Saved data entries

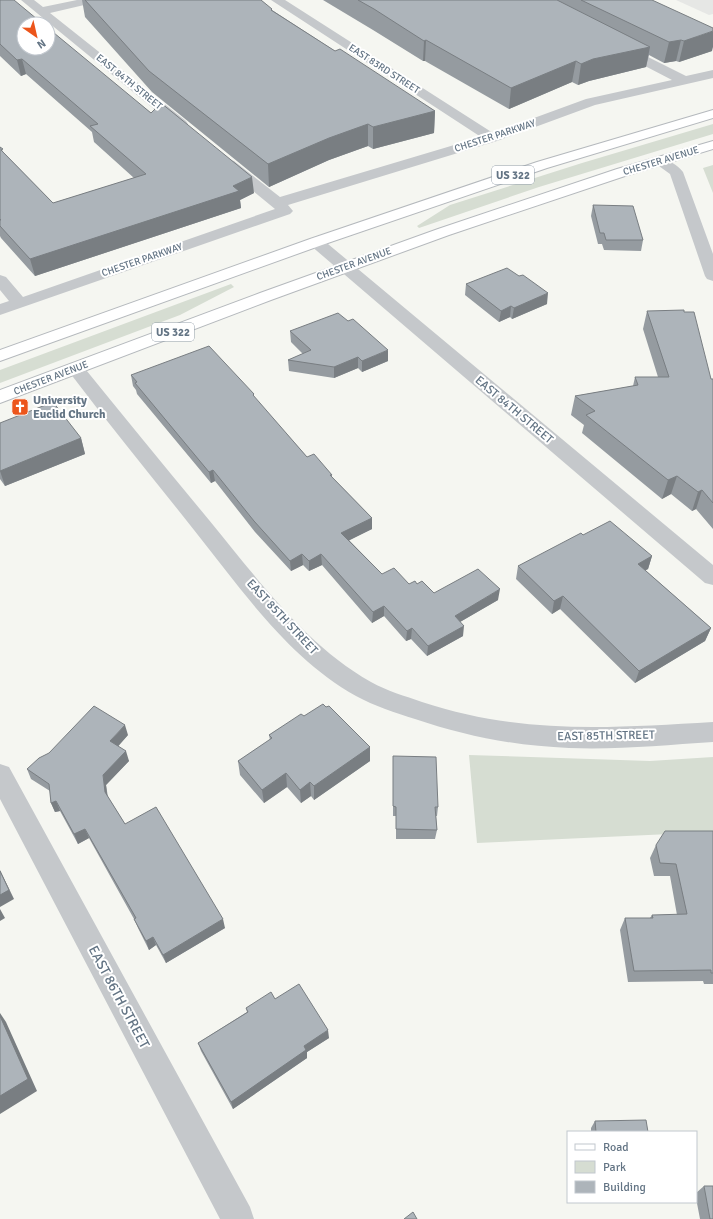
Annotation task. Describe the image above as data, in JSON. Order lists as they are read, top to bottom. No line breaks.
{"streets":{"main road":["CHESTER AVENUE","US 322"],"street":["EAST 83RD STREET","EAST 84TH STREET","CHESTER PARKWAY","EAST 85TH STREET","EAST 86TH STREET"]},"crossings":[["EAST 83RD STREET","CHESTER PARKWAY"],["EAST 84TH STREET","CHESTER AVENUE"],["EAST 84TH STREET","US 322"],["CHESTER AVENUE","EAST 85TH STREET"]],"places":{"church":["University Euclid Church"]},"legend":["Road","Park","Building"],"north":"bottom right"}
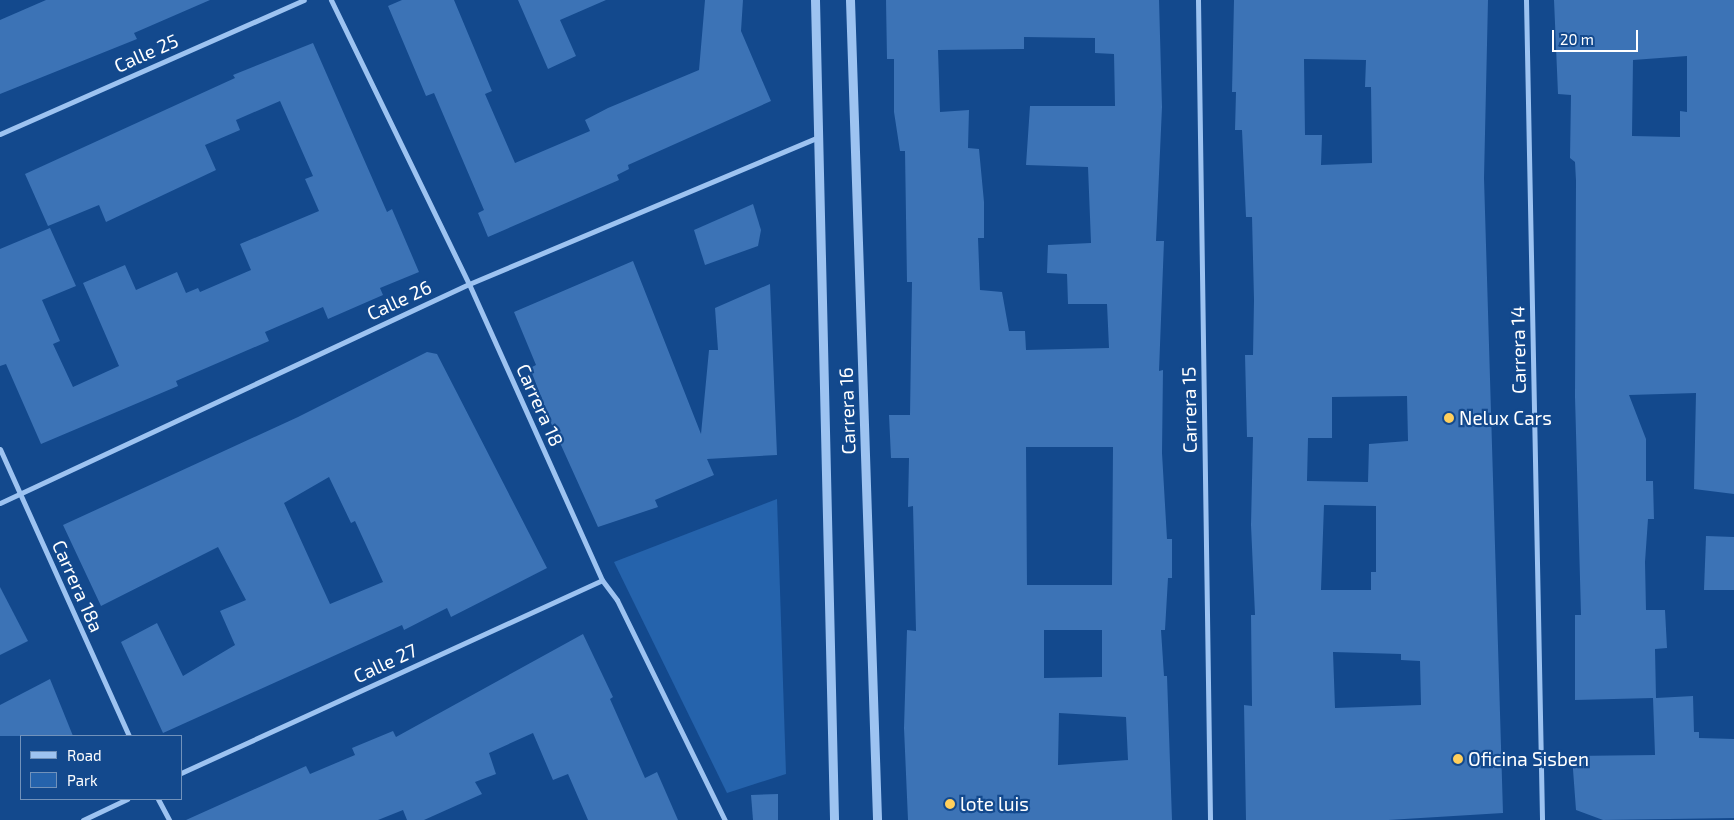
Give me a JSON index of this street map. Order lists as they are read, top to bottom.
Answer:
{
  "streets": {
    "street": [
      "Calle 25",
      "Calle 26",
      "Carrera 14",
      "Carrera 18",
      "Carrera 15",
      "Carrera 16",
      "Carrera 18a",
      "Calle 27"
    ]
  },
  "crossings": [
    ["Calle 26", "Carrera 18"],
    ["Calle 26", "Carrera 16"],
    ["Calle 26", "Carrera 18a"],
    ["Carrera 18", "Calle 27"]
  ],
  "places": ["Nelux Cars", "Oficina Sisben", "lote luis"],
  "legend": ["Road", "Park"],
  "scale_bar": "20 m"
}
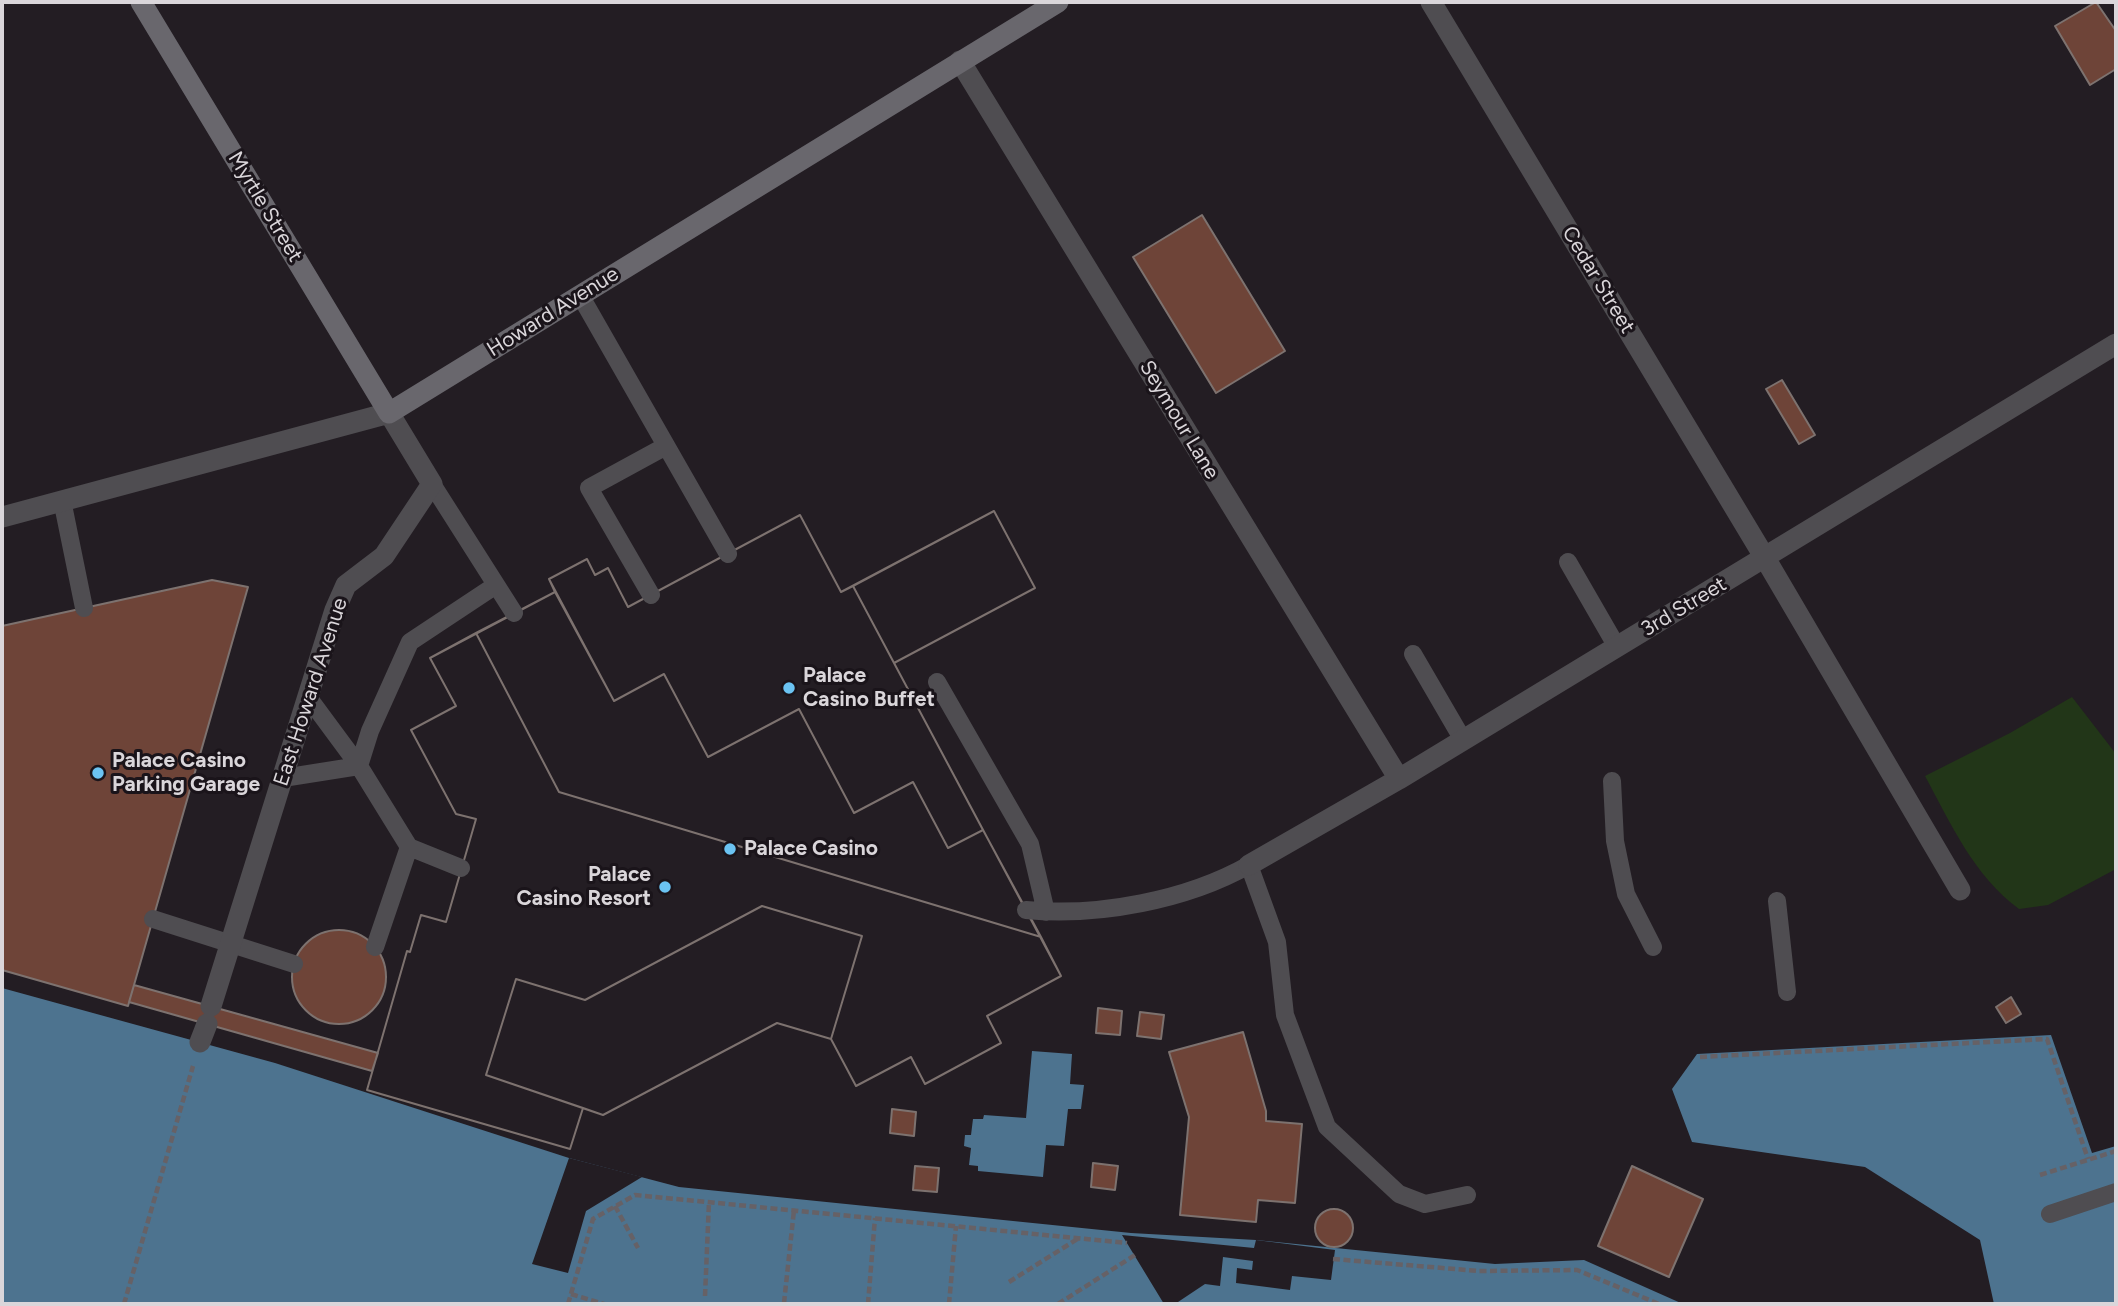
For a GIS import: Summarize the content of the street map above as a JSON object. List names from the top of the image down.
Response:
{
  "streets": {
    "main road": ["Myrtle Street", "Howard Avenue"],
    "street": [
      "Cedar Street",
      "Seymour Lane",
      "3rd Street",
      "East Howard Avenue"
    ]
  },
  "crossings": [
    ["Myrtle Street", "Howard Avenue"],
    ["Cedar Street", "3rd Street"],
    ["Howard Avenue", "Seymour Lane"],
    ["Seymour Lane", "3rd Street"]
  ],
  "places": [
    "Palace Casino Buffet",
    "Palace Casino Parking Garage",
    "Palace Casino",
    "Palace Casino Resort"
  ]
}
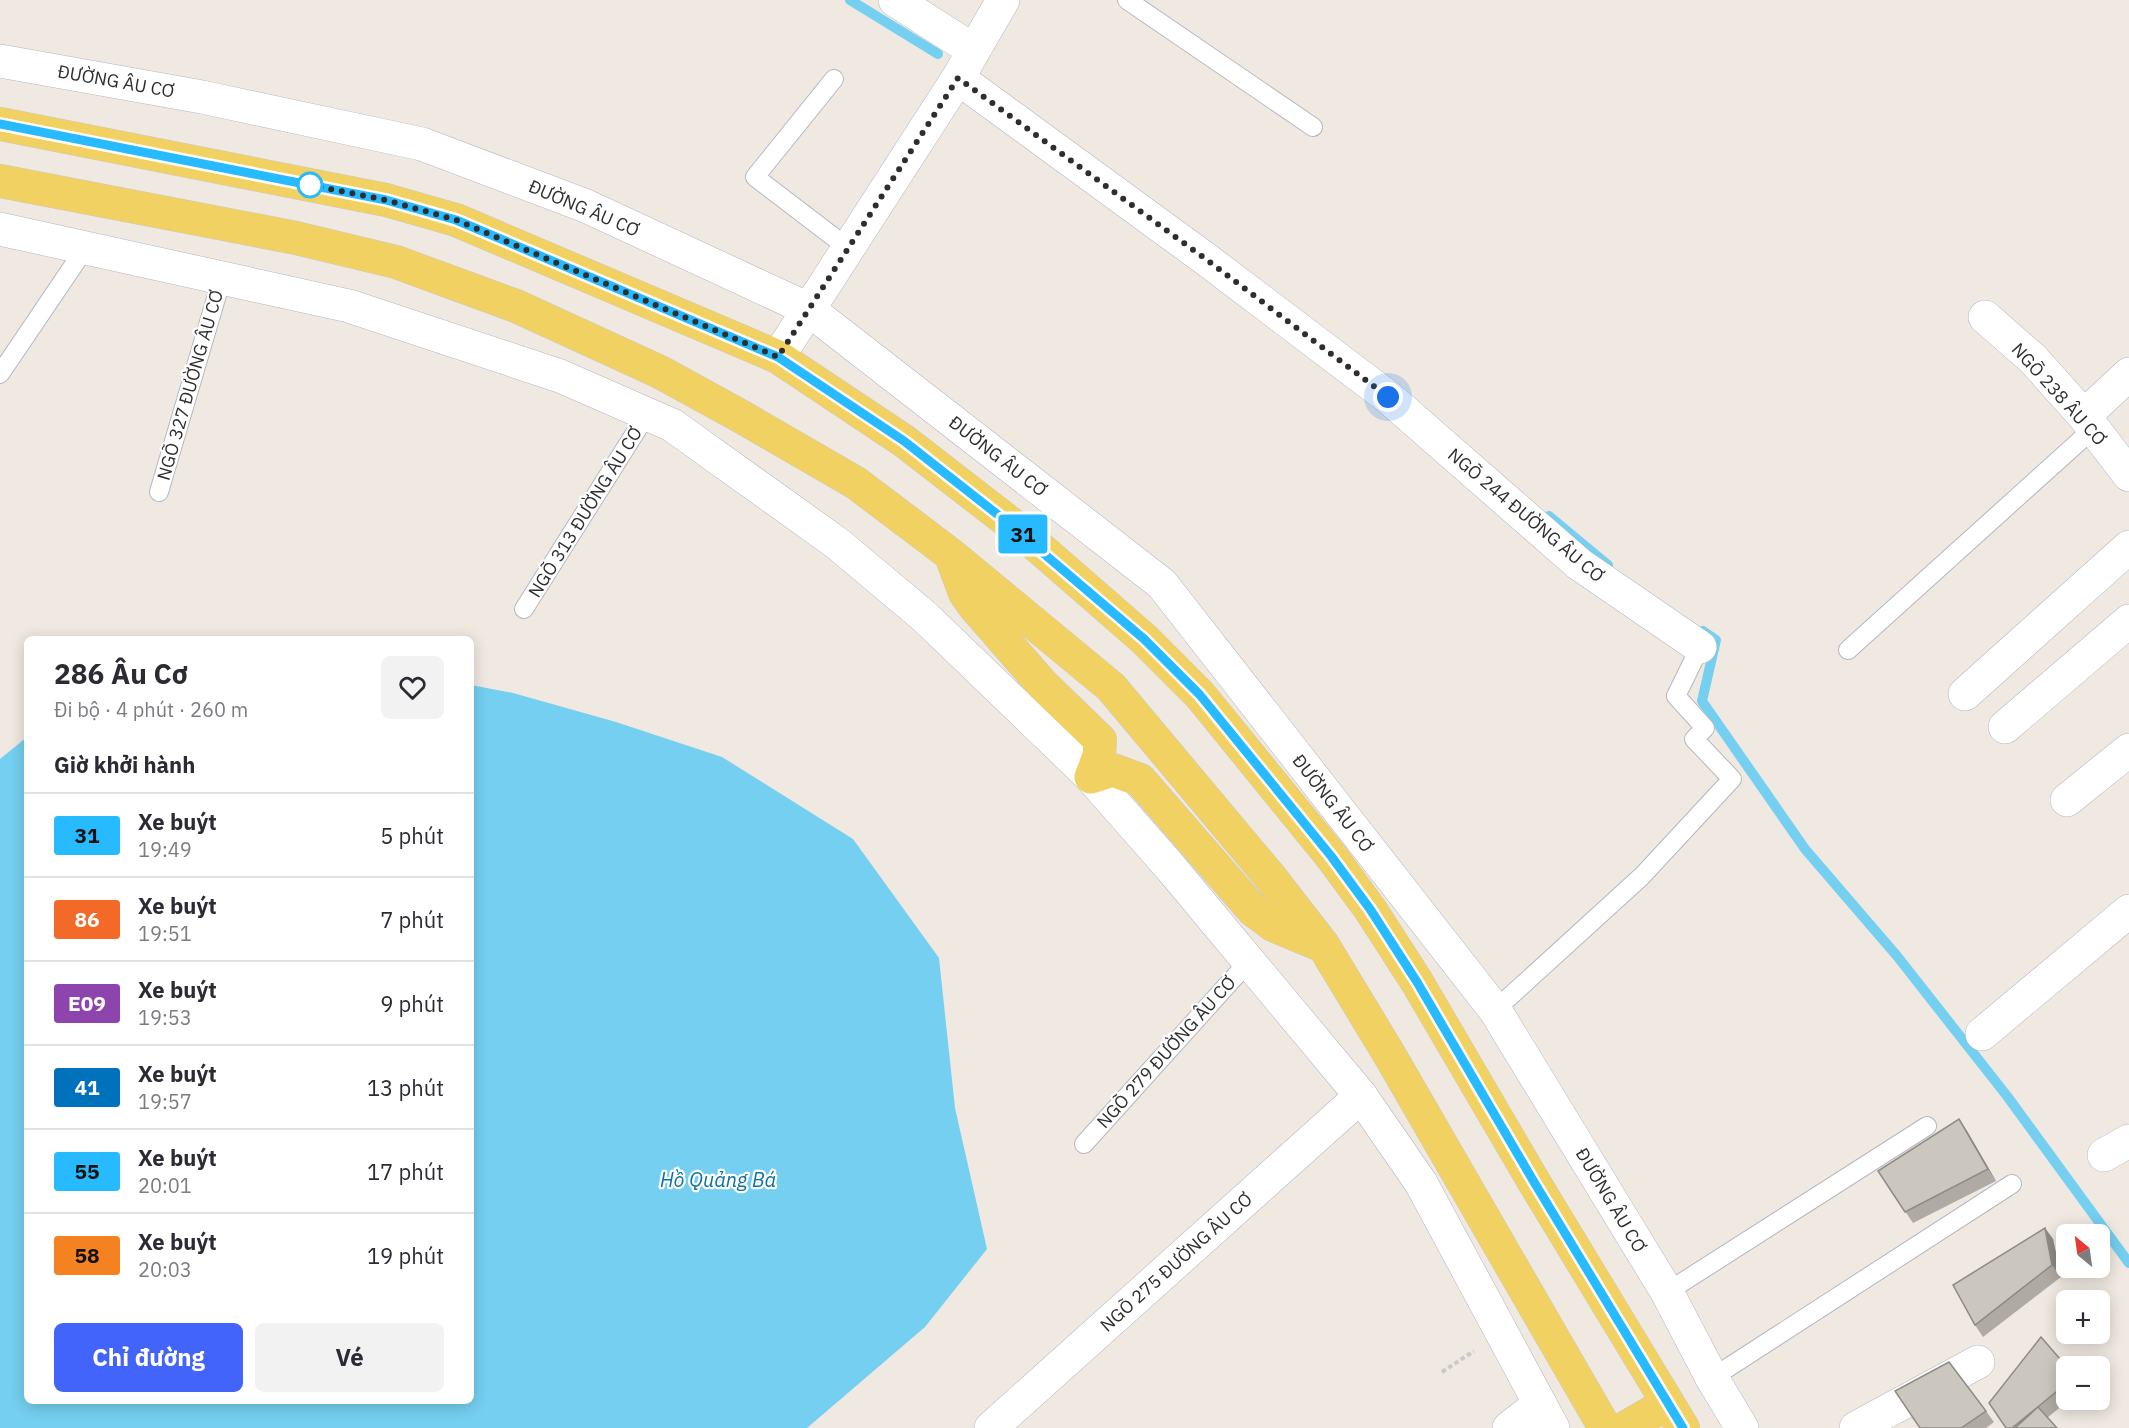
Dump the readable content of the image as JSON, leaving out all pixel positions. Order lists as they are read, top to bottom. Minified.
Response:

» **Problem**: Word for word, restate the lines from the line containing "Give me a JSON" through the end of the data, including the first and last of them. Pictures stay out.

» **Solution to the problem**:
Give me a JSON index of this street map. Order lists as they are read, top to bottom.
Answer:
{
  "streets": {
    "street": [
      "Calle 25",
      "Calle 26",
      "Carrera 14",
      "Carrera 18",
      "Carrera 15",
      "Carrera 16",
      "Carrera 18a",
      "Calle 27"
    ]
  },
  "crossings": [
    ["Calle 26", "Carrera 18"],
    ["Calle 26", "Carrera 16"],
    ["Calle 26", "Carrera 18a"],
    ["Carrera 18", "Calle 27"]
  ],
  "places": ["Nelux Cars", "Oficina Sisben", "lote luis"],
  "legend": ["Road", "Park"],
  "scale_bar": "20 m"
}
For a GIS import: Summarize the content of the street map above as a JSON object. List names from the top of the image down.
Response:
{
  "streets": {
    "main road": ["Myrtle Street", "Howard Avenue"],
    "street": [
      "Cedar Street",
      "Seymour Lane",
      "3rd Street",
      "East Howard Avenue"
    ]
  },
  "crossings": [
    ["Myrtle Street", "Howard Avenue"],
    ["Cedar Street", "3rd Street"],
    ["Howard Avenue", "Seymour Lane"],
    ["Seymour Lane", "3rd Street"]
  ],
  "places": [
    "Palace Casino Buffet",
    "Palace Casino Parking Garage",
    "Palace Casino",
    "Palace Casino Resort"
  ]
}
Dump the readable content of the image as JSON, leaving out all pixel positions. Order lists as they are read, top to bottom. Minified.
Response:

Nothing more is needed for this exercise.